:: INPUT RECORDS ::

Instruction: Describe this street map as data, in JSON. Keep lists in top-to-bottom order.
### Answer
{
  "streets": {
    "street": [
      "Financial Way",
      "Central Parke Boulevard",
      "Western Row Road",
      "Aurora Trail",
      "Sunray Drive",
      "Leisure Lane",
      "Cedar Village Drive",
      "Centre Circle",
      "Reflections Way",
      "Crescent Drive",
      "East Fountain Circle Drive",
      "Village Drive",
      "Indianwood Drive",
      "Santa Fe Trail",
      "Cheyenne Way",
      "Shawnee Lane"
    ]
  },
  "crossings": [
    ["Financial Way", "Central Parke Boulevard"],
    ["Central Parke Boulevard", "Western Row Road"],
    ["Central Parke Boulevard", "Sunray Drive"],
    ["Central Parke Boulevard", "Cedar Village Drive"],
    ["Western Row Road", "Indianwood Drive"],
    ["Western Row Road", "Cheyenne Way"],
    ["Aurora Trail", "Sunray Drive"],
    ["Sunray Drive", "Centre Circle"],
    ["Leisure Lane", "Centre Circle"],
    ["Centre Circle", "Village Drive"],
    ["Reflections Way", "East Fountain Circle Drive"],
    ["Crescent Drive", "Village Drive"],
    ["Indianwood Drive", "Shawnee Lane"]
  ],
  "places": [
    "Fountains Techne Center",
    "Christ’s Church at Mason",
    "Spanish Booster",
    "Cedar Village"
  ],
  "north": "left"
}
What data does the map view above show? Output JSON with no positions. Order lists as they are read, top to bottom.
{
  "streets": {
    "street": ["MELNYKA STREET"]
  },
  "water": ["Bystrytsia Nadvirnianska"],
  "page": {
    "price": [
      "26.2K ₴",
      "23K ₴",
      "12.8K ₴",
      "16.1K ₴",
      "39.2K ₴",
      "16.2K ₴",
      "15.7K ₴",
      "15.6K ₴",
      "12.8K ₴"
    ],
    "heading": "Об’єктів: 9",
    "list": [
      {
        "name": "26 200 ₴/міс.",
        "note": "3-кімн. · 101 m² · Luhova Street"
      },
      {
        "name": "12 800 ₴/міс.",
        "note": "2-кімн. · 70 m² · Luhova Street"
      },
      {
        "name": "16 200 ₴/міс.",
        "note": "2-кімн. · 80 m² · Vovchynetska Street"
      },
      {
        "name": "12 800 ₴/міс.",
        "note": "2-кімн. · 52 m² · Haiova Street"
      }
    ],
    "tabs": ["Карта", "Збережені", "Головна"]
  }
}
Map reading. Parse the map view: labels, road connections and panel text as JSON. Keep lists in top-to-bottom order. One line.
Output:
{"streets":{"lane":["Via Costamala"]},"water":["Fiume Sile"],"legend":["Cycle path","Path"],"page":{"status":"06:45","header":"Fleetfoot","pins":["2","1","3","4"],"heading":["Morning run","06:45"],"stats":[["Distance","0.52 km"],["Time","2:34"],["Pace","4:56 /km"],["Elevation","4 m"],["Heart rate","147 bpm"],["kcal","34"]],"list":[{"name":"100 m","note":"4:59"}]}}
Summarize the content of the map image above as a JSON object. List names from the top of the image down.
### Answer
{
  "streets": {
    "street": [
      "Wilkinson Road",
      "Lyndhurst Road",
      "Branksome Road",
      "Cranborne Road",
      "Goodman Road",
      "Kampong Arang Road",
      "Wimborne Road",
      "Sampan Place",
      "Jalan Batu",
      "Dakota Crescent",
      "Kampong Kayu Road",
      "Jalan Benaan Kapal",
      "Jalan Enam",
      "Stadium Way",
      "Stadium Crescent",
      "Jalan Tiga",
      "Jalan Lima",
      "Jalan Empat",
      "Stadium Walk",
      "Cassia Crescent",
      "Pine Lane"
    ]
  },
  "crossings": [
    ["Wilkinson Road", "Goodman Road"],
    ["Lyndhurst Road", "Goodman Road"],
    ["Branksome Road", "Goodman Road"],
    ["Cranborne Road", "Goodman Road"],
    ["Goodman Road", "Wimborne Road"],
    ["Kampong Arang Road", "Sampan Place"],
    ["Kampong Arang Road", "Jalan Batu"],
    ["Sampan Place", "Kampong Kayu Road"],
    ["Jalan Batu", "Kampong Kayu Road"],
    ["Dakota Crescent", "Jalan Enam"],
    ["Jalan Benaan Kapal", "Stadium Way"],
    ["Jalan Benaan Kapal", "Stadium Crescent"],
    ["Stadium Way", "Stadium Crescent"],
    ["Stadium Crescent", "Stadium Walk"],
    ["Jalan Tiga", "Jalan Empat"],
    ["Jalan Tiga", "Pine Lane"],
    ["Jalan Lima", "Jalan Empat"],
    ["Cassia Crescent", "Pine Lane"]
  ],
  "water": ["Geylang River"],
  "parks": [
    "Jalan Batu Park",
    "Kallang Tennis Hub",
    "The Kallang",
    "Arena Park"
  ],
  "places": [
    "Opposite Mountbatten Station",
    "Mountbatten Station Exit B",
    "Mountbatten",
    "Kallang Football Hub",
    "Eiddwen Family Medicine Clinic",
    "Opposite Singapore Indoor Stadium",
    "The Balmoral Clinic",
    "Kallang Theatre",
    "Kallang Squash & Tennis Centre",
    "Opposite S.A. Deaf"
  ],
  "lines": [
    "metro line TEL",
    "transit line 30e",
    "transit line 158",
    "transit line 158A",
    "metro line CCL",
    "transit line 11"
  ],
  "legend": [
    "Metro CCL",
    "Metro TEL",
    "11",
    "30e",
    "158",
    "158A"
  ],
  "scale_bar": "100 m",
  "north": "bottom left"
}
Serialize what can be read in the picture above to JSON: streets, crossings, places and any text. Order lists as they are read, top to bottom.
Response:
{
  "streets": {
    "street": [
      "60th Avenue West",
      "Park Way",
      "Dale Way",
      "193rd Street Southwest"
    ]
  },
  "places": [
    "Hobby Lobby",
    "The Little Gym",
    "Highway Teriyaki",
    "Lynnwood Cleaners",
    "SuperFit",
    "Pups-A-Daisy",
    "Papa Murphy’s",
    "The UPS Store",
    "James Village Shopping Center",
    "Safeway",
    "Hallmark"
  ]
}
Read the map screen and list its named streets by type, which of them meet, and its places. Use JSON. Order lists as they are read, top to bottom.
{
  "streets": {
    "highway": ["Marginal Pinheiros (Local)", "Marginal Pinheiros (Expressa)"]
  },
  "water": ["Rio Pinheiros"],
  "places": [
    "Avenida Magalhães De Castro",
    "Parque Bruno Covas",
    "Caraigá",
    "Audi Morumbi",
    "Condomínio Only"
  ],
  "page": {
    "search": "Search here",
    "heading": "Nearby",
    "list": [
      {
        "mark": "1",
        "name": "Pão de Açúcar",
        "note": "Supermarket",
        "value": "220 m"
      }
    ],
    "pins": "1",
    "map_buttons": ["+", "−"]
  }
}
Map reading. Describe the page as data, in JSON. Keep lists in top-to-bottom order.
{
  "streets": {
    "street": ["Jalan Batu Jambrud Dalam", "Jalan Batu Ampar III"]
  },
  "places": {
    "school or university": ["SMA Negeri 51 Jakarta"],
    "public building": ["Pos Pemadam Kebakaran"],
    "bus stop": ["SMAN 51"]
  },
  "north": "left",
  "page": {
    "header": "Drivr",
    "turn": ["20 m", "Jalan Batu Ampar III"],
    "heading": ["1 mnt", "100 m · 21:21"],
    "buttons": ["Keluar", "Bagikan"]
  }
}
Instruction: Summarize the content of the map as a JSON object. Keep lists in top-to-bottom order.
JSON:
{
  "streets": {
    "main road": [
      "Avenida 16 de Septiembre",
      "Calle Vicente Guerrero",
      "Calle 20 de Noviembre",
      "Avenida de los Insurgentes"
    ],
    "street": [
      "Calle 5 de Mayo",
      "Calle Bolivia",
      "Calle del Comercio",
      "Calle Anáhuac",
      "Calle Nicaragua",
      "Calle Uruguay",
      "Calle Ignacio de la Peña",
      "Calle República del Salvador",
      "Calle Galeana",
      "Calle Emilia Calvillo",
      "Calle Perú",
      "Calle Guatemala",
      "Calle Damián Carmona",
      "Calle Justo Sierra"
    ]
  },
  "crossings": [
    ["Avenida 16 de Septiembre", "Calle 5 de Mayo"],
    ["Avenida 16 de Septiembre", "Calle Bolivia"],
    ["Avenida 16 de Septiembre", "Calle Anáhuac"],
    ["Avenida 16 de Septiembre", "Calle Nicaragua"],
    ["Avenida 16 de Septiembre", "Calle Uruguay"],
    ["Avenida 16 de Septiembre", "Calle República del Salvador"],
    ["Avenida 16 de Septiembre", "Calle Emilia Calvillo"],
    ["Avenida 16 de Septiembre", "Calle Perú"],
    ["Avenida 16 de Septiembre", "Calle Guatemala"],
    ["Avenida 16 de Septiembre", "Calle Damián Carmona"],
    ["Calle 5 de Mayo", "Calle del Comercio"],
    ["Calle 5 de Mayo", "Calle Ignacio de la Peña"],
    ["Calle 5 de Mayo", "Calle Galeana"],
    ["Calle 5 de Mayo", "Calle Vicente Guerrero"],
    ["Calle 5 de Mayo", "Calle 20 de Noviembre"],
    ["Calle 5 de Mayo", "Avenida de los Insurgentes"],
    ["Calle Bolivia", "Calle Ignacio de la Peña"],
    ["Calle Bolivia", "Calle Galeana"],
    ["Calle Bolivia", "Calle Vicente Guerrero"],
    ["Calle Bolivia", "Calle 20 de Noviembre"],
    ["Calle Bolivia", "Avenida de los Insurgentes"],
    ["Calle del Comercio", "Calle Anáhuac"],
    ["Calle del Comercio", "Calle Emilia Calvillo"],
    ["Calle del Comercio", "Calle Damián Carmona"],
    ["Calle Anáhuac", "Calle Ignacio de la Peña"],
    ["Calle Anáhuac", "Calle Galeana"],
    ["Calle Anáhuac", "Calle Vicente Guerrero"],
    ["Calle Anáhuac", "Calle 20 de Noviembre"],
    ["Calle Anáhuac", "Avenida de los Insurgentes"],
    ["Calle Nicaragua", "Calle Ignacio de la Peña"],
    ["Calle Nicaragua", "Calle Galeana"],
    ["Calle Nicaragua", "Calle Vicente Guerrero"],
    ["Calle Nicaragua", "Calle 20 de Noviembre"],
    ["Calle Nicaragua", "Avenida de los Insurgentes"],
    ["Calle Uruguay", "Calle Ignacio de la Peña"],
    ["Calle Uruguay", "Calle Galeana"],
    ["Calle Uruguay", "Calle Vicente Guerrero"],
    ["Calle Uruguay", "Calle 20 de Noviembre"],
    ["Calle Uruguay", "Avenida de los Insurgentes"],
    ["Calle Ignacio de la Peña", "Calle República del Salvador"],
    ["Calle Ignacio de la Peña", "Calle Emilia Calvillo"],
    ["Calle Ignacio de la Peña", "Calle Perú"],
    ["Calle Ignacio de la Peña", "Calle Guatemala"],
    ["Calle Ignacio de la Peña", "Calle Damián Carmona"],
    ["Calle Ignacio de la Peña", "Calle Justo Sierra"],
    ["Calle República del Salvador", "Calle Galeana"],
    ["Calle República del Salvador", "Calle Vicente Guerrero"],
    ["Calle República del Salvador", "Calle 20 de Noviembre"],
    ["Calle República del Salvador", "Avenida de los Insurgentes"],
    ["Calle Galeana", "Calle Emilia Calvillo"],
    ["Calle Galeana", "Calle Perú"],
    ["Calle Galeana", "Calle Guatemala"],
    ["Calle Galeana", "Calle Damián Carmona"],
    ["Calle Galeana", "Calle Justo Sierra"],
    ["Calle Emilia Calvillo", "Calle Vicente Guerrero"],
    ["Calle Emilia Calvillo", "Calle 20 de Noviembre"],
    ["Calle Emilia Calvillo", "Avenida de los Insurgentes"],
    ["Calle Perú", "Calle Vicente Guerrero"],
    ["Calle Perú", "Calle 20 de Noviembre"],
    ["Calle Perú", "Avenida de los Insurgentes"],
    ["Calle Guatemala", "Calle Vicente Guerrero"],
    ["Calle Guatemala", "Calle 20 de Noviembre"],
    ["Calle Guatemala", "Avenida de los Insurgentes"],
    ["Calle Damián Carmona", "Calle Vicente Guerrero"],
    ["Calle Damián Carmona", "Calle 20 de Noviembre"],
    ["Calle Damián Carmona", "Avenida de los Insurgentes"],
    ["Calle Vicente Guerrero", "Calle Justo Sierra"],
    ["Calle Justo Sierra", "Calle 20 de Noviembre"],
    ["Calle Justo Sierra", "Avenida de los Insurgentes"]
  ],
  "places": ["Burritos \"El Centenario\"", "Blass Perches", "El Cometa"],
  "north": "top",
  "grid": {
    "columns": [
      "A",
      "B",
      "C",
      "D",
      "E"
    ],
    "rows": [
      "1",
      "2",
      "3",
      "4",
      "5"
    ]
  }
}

:: EXERCISE DETAILS ::
Filter the listing for the word "Branksome" and copy every line that holds it.

:: FINISHED TASK ::
      "Branksome Road",
    ["Branksome Road", "Goodman Road"],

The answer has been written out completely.